→ Task description: Where a line in the material below has the string "green", please report it.

*** Opening of Records for the exercise ***

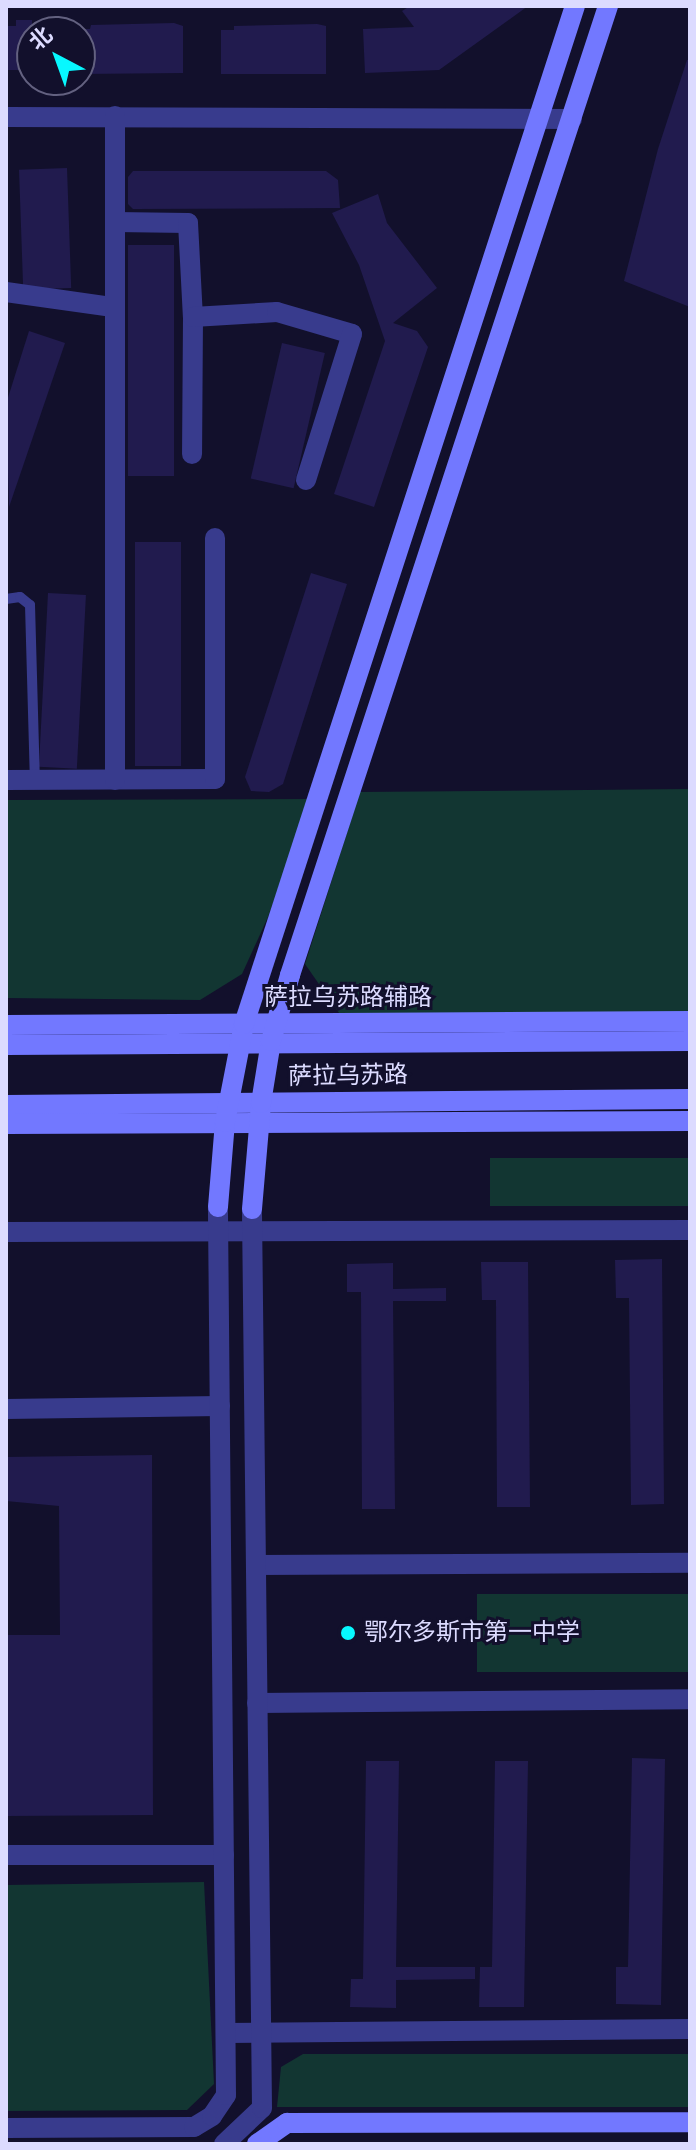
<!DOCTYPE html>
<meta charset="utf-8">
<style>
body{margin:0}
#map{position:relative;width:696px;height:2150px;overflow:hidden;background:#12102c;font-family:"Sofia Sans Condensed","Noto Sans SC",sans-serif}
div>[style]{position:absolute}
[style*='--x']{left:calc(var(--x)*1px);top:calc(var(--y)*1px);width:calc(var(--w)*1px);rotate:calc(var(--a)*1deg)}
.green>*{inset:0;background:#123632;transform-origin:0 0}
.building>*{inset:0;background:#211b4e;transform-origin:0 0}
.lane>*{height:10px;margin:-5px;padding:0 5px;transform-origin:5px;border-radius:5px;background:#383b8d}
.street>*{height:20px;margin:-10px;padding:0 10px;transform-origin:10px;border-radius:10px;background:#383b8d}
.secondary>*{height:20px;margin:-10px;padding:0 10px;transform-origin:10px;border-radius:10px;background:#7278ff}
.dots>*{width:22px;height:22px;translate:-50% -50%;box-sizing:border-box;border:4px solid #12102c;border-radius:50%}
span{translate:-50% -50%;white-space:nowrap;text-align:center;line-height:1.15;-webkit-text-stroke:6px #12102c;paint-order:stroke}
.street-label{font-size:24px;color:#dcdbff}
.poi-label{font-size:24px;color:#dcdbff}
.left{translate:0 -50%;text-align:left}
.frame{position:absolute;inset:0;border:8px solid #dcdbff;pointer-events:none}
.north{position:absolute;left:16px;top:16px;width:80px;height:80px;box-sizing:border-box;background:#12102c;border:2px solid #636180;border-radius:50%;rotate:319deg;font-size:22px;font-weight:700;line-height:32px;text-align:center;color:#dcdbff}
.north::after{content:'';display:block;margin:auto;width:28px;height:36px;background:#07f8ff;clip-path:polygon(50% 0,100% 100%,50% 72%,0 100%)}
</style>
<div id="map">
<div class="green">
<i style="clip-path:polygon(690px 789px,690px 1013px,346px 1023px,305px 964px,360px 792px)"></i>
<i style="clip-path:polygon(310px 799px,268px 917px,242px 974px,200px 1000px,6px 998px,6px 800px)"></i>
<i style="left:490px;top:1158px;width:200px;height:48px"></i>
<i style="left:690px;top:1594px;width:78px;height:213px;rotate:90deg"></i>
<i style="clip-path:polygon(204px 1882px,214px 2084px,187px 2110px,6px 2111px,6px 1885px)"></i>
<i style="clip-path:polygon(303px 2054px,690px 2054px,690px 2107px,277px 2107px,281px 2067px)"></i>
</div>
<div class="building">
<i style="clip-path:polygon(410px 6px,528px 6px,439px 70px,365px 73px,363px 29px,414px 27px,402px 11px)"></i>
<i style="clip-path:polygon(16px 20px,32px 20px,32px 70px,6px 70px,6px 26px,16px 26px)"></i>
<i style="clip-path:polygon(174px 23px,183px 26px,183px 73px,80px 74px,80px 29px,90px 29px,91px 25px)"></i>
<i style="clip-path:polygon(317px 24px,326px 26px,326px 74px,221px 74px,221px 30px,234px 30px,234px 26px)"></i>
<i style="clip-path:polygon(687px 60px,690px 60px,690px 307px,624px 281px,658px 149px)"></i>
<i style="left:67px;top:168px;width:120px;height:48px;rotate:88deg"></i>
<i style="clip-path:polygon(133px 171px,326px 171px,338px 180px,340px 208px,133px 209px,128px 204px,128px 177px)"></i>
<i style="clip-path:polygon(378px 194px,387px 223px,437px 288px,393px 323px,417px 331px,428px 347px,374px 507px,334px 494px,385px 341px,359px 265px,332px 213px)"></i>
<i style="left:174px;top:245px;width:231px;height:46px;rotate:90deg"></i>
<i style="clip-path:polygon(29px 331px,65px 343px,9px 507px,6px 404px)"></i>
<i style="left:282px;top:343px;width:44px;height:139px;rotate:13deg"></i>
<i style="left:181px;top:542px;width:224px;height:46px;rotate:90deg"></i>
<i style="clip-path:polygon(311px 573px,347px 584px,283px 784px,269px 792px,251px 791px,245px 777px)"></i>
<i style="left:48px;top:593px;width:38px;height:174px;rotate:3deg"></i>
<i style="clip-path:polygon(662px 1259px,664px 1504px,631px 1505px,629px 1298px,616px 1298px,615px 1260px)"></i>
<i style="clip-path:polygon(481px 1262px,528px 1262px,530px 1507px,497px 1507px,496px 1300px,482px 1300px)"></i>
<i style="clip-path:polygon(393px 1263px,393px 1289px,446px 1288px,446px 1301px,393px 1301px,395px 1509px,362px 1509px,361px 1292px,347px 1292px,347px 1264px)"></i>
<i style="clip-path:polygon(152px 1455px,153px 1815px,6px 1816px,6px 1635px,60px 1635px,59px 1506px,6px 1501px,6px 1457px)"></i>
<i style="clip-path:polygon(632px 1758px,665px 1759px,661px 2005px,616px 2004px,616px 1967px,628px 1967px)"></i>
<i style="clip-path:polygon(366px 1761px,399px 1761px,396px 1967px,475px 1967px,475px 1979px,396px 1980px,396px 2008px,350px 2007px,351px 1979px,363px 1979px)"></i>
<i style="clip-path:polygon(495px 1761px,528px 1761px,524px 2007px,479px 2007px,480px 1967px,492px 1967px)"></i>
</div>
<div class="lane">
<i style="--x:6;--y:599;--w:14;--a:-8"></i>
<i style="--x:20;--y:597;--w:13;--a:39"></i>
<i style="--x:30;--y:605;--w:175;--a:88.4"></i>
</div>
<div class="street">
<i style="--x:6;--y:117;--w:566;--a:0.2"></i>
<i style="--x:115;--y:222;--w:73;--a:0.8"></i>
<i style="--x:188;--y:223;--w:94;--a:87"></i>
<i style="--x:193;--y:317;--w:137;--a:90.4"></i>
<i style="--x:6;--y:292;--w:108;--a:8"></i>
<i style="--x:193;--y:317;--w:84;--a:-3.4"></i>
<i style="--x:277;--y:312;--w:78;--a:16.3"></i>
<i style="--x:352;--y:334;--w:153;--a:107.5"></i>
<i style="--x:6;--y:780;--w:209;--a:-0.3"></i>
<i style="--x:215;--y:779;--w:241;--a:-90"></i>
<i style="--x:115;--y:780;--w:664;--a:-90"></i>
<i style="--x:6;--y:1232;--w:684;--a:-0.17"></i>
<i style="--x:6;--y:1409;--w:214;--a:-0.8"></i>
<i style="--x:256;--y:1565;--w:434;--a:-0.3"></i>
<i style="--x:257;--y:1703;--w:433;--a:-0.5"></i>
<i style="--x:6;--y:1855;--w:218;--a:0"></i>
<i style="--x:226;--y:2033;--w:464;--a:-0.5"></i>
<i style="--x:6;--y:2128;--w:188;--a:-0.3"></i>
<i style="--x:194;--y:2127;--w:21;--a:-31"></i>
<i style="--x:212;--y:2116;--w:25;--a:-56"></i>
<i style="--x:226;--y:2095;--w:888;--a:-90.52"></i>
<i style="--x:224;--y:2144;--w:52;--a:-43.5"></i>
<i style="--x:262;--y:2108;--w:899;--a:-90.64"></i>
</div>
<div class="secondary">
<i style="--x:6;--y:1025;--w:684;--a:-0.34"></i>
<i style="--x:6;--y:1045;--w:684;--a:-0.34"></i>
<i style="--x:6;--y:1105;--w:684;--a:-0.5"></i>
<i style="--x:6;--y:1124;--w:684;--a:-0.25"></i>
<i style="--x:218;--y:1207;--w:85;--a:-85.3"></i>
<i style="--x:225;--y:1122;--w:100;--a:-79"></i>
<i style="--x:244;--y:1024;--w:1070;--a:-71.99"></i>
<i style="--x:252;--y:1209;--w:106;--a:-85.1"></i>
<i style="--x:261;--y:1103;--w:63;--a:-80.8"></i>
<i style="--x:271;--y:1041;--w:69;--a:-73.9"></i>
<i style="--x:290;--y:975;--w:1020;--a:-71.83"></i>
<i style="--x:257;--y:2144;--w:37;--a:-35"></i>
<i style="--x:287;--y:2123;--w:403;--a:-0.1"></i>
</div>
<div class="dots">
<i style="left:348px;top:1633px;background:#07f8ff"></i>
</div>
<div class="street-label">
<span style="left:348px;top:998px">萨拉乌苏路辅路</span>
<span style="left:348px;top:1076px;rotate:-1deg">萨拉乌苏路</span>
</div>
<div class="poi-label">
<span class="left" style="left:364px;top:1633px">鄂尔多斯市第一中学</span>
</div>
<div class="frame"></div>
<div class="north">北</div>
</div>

*** Close of Records for the exercise ***
*** Opening of Records for the exercise ***

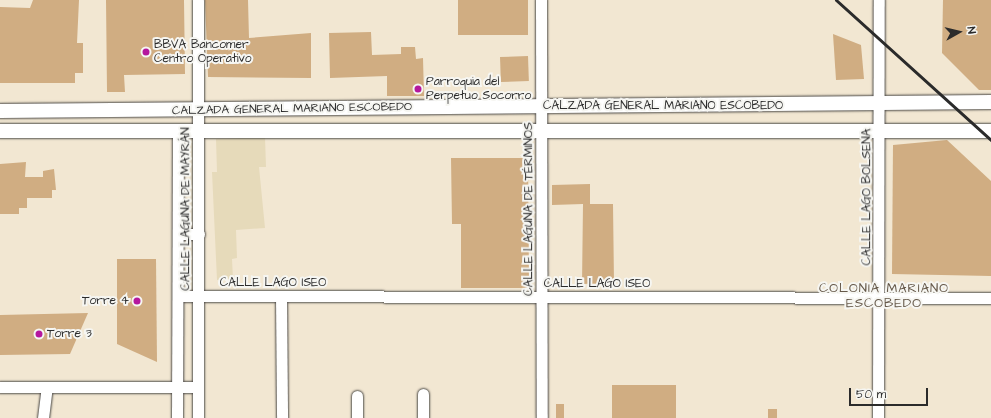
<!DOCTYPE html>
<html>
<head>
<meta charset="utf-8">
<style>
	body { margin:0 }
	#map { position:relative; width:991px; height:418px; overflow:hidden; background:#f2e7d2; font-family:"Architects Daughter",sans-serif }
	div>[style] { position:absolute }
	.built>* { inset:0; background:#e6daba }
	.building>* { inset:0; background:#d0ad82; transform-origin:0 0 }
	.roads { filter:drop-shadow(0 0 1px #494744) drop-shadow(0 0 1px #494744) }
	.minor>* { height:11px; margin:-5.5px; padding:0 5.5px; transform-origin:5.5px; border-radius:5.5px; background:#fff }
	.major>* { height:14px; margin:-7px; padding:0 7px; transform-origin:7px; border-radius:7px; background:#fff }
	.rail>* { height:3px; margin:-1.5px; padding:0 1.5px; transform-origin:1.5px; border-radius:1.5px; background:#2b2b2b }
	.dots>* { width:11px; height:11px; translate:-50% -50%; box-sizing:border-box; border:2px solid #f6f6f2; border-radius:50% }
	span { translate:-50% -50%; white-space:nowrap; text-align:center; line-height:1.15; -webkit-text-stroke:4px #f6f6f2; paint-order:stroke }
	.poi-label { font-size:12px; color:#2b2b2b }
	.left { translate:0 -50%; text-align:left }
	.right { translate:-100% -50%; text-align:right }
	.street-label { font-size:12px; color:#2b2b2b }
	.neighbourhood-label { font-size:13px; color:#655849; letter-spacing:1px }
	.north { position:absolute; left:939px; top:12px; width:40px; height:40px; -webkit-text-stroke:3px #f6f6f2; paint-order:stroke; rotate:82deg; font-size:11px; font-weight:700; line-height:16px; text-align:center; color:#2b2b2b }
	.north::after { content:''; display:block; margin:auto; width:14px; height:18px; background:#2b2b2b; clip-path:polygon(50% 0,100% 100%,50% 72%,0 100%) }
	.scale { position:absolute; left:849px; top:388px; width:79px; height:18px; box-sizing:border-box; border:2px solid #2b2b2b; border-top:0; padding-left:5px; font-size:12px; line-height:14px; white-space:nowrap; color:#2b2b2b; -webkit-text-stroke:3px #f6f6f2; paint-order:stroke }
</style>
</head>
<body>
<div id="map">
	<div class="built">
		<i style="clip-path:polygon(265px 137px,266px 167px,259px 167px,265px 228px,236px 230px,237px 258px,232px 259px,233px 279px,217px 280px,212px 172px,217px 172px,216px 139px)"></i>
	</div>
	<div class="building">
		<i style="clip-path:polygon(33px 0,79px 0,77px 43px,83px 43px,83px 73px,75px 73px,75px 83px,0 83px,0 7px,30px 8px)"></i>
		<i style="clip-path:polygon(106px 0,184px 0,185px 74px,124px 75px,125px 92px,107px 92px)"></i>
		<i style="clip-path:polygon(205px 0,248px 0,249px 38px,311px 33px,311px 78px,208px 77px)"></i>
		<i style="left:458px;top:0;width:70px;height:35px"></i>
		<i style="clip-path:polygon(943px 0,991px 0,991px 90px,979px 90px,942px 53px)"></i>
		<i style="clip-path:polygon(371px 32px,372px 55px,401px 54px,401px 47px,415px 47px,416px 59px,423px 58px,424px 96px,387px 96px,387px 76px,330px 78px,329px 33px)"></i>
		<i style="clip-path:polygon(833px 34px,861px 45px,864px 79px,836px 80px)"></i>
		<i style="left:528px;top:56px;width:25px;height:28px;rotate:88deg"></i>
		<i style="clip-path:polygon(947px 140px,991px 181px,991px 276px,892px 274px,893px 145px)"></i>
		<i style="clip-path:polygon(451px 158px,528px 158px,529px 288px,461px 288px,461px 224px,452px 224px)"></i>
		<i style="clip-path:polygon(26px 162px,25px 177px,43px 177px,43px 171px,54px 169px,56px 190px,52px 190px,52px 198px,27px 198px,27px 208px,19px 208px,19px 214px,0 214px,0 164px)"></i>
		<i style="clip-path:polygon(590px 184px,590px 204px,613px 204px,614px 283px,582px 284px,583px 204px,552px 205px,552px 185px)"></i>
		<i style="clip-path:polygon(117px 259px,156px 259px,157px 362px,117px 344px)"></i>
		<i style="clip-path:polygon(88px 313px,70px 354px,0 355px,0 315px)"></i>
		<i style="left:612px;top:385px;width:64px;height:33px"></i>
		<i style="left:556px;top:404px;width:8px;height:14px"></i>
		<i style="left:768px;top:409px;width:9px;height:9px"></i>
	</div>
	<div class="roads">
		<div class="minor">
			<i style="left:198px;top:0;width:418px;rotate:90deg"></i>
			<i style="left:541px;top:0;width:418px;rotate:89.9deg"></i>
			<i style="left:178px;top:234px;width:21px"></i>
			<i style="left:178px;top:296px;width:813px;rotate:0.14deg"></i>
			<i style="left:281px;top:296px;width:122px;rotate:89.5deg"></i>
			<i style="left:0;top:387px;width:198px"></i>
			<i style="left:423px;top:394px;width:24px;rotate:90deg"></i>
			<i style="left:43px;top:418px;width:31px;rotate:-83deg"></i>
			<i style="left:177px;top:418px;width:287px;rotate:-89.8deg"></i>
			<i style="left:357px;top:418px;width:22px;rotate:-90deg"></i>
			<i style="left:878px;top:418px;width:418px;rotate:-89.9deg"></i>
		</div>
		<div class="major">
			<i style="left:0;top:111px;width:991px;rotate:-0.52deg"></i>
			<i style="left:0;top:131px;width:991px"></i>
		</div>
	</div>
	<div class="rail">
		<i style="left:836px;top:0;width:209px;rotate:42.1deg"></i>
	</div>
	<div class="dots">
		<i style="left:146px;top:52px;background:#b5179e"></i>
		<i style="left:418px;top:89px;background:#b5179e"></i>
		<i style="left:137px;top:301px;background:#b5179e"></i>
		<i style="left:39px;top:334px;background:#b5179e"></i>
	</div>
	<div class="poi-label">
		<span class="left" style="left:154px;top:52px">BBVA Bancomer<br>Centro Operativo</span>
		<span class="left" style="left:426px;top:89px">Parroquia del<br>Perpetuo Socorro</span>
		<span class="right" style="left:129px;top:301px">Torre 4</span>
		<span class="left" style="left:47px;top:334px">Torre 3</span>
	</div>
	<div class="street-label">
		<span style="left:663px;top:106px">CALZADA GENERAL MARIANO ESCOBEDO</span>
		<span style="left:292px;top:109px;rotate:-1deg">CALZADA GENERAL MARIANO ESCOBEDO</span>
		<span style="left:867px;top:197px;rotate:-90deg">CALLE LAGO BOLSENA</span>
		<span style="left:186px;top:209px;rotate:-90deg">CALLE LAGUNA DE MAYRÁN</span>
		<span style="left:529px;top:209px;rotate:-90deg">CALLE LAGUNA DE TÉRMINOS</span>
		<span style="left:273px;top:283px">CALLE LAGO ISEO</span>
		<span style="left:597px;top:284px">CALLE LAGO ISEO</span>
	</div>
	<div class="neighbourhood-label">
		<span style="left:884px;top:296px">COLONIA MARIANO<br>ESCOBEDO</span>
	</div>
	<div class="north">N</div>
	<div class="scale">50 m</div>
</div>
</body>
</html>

*** Close of Records for the exercise ***

→ Reply to the exercise:
.green>*{inset:0;background:#123632;transform-origin:0 0}
<div class="green">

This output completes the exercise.